In these pressing times, the world can be a dark place and when you’re black it can be even darker. Although there’s a lot to celebrate during Black History Month, I wanted my first post to be a reminder that although were aren’t really talking about it anymore, Black people and indigenous people are still taking a stance against police brutality and the systemic racism that exist in our society.
Whether you are or have been in the streets protesting, using your voice in your workplace or having tough discussions within your friend group, the battle is uphill. To keep you motivated, here are 10 songs that will remind you of what we’re fighting for because as the late Kobe Bryant once said, “job ain’t finished”.
“In the land of the free, it’s full of free loaders
Leave us dead in the streets to be their organ donors.
They disorganized my people, made us all loners
Still got the last names of our slave owners” – Joey Bada$$
This song resonates with me heavy.
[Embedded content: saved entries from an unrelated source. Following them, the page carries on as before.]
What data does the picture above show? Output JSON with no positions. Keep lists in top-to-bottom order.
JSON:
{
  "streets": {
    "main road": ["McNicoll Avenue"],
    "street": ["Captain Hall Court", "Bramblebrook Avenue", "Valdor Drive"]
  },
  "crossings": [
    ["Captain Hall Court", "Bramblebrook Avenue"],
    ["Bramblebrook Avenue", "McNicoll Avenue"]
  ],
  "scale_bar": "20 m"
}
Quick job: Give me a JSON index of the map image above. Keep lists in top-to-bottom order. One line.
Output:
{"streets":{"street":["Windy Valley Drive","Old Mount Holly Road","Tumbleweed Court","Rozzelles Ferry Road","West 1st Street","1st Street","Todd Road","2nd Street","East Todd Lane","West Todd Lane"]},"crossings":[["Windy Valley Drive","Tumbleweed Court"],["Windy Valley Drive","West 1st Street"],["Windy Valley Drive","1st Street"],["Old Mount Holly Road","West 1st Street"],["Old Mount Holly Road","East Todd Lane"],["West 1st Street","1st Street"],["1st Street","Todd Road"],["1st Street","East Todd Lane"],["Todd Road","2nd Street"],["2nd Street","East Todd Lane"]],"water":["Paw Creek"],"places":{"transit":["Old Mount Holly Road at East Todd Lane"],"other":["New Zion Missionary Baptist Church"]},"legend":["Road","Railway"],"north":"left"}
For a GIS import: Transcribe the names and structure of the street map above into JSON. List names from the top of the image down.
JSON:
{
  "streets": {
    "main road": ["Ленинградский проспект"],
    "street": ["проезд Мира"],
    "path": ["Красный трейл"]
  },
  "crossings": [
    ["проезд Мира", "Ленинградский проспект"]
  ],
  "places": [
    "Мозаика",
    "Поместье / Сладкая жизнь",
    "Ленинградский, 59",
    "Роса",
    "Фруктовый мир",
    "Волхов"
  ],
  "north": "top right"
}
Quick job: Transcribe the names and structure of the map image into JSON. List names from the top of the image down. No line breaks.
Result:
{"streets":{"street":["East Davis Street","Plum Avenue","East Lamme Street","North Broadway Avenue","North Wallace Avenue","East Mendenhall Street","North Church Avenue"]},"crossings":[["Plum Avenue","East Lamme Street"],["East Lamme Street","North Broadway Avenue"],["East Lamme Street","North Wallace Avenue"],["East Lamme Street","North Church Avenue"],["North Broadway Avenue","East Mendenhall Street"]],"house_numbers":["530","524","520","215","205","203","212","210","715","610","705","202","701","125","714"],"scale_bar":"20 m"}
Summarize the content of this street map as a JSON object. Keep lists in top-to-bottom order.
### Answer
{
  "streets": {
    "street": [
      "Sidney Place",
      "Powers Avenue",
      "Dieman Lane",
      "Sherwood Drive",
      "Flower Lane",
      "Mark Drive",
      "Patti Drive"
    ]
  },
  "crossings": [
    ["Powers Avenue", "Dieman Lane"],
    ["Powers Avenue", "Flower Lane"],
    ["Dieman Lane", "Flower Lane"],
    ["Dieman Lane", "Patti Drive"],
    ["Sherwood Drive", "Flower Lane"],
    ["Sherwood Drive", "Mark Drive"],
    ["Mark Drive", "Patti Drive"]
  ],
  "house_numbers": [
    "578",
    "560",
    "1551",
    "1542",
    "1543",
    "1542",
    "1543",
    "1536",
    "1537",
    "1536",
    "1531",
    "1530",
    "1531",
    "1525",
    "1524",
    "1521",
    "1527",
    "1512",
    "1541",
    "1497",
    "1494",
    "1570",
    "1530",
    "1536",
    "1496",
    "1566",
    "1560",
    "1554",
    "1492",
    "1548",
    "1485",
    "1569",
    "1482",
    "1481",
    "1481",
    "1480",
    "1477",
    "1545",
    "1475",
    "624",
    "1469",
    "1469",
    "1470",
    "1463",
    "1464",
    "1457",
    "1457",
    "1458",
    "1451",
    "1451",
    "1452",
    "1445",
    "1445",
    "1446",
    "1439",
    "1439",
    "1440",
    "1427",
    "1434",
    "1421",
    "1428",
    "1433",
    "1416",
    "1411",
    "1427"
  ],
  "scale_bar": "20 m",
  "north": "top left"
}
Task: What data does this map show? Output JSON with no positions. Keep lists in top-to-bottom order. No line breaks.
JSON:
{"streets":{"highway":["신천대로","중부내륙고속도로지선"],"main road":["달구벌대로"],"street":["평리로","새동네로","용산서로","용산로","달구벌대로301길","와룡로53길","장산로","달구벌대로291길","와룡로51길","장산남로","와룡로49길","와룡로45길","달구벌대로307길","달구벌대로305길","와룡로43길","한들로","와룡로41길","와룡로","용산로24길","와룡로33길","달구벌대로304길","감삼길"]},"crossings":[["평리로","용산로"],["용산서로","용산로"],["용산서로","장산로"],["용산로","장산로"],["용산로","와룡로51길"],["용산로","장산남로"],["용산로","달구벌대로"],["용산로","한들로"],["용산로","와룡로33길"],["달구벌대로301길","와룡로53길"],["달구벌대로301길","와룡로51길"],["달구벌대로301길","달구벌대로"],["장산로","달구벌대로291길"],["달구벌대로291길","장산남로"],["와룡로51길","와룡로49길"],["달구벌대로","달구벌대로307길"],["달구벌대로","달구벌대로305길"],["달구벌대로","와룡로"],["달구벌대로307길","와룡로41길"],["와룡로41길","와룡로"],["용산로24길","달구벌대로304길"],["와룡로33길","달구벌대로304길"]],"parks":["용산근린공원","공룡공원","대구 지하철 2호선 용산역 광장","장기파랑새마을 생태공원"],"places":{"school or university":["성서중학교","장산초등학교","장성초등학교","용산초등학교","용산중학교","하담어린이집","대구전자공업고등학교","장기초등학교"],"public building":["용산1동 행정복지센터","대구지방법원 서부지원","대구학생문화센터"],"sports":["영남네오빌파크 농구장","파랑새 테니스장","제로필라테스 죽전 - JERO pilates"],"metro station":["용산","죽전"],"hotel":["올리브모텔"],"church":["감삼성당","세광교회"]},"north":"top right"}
Speaking for myself personally, my last name belonged to that of my ancestor’s previous slave owners. Whether I take pride in my last name or not, the reality is that my family name was taken away and replaced by that of an oppressor. A constant reminder that you had something taken away from you.
Every time you sign a document, raise your hand in class or pull out your ID, it can all still be a reminder.
“And the sirens plus red and blue lights told me, pull over
I should feel safer, but expired plates on old Toyotas “ – D Smoke
These song lyrics just explain themselves. Black people feel entirely different when they hear sirens behind them. What should result in a ticket, often leads to an awful encounter with police that you hope to make it home from.
Thankfully I’ve been blessed enough to make it home, but there are so many that did not. Their families are forever in my thoughts and prayers.
“All we wanted was a chance to talk
Stead’ we only got outlined in chalk” – D’Angelo.
This song is a reminder from the neo-soul legend that we don’t receive the same treatment as others in the eyes of the police. Having a conversation regarding a broken taillight isn’t supposed to lead to someone dying.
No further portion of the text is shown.